#### DATA TO USE

++++++

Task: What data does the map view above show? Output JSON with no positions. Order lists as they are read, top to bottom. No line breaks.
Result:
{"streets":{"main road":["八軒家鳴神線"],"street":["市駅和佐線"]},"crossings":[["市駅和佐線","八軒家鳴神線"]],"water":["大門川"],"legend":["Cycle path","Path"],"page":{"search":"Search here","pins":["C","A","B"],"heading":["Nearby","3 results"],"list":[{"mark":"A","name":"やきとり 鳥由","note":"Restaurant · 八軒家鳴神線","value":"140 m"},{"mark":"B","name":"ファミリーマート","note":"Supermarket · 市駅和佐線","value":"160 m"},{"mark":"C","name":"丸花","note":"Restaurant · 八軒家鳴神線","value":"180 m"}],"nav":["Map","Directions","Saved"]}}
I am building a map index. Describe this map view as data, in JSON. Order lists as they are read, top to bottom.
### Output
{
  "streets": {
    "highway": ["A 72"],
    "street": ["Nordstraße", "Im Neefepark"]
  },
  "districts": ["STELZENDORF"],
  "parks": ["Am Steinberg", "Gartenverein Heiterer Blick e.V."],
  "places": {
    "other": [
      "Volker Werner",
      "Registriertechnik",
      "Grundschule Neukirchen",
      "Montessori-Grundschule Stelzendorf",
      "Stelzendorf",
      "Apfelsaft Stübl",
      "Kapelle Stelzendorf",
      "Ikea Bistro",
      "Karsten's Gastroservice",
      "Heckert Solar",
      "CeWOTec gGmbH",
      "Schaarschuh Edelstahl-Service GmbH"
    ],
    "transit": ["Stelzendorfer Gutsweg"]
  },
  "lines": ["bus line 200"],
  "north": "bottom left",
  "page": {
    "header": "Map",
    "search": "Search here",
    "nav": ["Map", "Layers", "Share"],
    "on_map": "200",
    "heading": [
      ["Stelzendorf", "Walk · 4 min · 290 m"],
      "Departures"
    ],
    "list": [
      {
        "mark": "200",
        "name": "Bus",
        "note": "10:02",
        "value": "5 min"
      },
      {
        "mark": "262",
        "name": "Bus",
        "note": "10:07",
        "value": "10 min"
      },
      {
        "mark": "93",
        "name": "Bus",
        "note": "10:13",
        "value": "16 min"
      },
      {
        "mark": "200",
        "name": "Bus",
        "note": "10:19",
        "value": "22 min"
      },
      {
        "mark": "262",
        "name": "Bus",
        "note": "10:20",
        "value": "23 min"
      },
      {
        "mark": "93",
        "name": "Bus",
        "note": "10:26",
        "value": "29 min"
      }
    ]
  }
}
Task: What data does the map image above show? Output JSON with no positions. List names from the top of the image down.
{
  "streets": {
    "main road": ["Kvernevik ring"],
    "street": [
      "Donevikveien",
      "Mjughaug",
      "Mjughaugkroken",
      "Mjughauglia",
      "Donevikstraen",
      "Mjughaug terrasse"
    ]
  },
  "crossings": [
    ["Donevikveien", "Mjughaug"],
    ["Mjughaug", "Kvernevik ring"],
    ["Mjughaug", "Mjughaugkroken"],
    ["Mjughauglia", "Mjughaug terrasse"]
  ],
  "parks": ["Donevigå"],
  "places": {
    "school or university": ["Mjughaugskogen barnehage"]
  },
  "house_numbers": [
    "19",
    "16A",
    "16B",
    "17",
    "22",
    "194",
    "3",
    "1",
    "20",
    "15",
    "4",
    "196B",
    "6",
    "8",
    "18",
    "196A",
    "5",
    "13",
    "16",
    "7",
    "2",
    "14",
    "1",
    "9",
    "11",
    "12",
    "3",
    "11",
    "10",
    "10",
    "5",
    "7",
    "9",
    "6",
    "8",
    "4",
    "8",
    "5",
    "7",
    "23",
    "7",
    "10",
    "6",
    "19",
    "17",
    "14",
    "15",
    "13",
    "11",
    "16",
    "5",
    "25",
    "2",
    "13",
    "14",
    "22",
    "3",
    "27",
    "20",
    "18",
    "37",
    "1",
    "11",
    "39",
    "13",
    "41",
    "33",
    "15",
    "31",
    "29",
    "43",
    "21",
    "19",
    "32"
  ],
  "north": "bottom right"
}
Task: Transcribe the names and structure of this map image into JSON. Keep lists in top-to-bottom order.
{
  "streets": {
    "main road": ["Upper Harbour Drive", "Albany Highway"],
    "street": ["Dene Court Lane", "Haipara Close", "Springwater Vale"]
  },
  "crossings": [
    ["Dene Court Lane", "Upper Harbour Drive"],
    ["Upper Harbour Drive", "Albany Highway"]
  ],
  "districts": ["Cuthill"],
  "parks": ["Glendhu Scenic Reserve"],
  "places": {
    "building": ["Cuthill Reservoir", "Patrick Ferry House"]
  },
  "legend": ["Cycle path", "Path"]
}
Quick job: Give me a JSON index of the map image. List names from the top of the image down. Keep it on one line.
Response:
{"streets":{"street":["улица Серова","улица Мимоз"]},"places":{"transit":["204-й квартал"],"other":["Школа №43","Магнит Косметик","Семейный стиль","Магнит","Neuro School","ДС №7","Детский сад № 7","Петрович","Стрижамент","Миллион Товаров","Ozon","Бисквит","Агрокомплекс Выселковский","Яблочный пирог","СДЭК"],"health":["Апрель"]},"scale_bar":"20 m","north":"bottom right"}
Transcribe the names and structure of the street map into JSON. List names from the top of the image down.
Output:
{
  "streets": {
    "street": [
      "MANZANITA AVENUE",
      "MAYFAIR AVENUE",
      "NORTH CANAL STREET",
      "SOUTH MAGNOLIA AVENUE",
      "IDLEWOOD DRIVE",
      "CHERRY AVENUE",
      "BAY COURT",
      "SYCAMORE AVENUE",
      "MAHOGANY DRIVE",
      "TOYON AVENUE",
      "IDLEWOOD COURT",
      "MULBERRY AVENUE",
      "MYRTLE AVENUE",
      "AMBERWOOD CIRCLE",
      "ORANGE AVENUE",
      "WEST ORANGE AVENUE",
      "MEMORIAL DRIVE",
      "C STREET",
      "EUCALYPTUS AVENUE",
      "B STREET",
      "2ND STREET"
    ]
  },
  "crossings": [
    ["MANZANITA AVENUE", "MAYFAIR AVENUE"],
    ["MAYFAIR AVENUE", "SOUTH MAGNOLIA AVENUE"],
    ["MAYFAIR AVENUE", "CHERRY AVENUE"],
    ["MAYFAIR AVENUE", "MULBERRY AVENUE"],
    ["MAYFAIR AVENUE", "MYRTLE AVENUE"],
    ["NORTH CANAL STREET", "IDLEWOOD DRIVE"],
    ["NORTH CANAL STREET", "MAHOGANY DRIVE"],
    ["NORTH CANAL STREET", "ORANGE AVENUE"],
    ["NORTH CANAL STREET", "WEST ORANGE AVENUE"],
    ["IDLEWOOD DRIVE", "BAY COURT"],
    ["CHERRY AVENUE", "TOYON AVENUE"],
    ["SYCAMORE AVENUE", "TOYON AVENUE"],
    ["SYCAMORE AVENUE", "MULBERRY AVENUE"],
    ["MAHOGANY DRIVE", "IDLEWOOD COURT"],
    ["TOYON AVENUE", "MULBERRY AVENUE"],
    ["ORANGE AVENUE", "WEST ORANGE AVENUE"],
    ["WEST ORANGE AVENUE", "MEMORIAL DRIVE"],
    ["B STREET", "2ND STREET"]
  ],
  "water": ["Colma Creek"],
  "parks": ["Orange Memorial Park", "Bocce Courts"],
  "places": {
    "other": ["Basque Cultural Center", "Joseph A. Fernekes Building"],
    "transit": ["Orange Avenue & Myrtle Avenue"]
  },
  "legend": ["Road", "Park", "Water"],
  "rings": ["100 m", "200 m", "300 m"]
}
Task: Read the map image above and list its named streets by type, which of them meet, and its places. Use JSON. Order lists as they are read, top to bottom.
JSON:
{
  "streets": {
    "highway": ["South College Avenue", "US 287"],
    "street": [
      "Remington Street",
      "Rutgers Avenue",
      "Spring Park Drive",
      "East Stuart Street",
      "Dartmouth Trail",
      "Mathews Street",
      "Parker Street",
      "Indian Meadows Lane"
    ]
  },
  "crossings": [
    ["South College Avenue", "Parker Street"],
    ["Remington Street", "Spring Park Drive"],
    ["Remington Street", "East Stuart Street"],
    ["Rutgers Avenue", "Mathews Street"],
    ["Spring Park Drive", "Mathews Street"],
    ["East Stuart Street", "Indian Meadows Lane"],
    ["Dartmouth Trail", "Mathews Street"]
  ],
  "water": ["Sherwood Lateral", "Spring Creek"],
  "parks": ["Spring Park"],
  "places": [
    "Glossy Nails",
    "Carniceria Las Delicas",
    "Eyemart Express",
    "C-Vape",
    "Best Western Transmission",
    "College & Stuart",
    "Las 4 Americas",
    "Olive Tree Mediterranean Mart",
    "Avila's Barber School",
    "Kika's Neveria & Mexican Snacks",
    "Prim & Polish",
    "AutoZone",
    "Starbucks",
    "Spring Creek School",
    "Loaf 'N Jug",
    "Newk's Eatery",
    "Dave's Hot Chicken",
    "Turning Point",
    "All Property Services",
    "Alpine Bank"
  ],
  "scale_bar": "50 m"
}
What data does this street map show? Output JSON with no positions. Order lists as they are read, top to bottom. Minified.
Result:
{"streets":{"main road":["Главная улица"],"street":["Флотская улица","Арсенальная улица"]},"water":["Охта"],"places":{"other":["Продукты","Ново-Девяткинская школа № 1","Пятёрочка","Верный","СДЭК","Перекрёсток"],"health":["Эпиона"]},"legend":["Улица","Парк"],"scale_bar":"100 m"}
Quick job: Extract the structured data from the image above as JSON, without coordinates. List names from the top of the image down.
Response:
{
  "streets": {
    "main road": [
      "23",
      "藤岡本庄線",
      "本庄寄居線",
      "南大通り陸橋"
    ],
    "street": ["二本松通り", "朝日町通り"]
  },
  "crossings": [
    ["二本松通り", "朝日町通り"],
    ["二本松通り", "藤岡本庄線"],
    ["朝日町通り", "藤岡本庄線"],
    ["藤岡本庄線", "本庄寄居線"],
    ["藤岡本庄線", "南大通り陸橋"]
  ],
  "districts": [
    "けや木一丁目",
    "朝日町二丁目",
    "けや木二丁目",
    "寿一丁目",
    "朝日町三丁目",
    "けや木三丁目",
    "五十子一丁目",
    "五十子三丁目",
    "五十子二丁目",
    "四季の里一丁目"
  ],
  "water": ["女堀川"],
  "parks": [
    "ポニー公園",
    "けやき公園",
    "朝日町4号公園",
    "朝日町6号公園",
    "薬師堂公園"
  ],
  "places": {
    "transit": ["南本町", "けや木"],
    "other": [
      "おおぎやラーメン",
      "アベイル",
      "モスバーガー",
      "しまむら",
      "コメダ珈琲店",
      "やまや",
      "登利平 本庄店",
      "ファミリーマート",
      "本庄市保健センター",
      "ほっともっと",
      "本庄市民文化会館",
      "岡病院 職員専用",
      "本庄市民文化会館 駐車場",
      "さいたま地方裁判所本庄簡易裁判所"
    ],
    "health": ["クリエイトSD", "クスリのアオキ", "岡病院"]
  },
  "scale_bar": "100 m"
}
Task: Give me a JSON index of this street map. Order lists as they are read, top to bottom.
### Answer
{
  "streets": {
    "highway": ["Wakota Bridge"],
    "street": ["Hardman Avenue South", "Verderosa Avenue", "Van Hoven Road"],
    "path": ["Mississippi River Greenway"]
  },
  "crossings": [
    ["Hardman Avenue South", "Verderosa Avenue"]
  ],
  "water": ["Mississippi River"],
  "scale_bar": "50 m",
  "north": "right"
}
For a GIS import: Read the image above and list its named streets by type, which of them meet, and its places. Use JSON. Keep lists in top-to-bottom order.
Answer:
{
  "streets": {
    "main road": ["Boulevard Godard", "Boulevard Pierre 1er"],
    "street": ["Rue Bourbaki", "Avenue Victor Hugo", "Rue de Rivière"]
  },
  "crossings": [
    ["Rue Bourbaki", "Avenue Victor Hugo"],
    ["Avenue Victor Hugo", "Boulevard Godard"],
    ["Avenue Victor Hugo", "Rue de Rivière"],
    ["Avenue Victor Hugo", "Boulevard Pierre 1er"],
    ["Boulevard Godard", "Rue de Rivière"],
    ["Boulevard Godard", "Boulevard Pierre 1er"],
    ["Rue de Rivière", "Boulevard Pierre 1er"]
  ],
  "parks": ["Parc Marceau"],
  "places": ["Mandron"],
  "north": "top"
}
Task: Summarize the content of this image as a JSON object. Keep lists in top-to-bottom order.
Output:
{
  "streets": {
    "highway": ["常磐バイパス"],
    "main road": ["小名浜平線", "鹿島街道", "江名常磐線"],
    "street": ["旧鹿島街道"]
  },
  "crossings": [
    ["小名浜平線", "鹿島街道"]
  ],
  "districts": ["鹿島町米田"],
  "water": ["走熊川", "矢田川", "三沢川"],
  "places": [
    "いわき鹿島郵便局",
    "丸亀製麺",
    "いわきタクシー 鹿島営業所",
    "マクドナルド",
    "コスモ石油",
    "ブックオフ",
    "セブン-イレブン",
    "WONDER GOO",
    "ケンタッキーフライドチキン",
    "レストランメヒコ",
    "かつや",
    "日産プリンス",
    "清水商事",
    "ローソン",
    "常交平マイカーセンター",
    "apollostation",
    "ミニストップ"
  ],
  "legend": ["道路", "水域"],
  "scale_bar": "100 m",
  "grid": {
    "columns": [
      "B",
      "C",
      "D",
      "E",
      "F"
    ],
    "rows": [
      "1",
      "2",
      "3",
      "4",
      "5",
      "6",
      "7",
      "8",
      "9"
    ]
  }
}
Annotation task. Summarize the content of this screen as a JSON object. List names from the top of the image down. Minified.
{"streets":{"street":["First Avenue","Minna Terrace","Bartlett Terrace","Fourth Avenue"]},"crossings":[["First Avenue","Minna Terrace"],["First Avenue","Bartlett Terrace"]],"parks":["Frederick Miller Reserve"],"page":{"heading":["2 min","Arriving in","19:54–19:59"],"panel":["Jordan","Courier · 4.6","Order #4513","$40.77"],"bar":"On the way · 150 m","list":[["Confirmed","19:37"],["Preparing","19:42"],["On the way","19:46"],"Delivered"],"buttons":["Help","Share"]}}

++++++

Reproduce the entries exactly, but only from their first line to the line holding "I am building", with that last line kept.

#### ANSWER AREA
Task: What data does the map view above show? Output JSON with no positions. Order lists as they are read, top to bottom. No line breaks.
Result:
{"streets":{"main road":["八軒家鳴神線"],"street":["市駅和佐線"]},"crossings":[["市駅和佐線","八軒家鳴神線"]],"water":["大門川"],"legend":["Cycle path","Path"],"page":{"search":"Search here","pins":["C","A","B"],"heading":["Nearby","3 results"],"list":[{"mark":"A","name":"やきとり 鳥由","note":"Restaurant · 八軒家鳴神線","value":"140 m"},{"mark":"B","name":"ファミリーマート","note":"Supermarket · 市駅和佐線","value":"160 m"},{"mark":"C","name":"丸花","note":"Restaurant · 八軒家鳴神線","value":"180 m"}],"nav":["Map","Directions","Saved"]}}
I am building a map index. Describe this map view as data, in JSON. Order lists as they are read, top to bottom.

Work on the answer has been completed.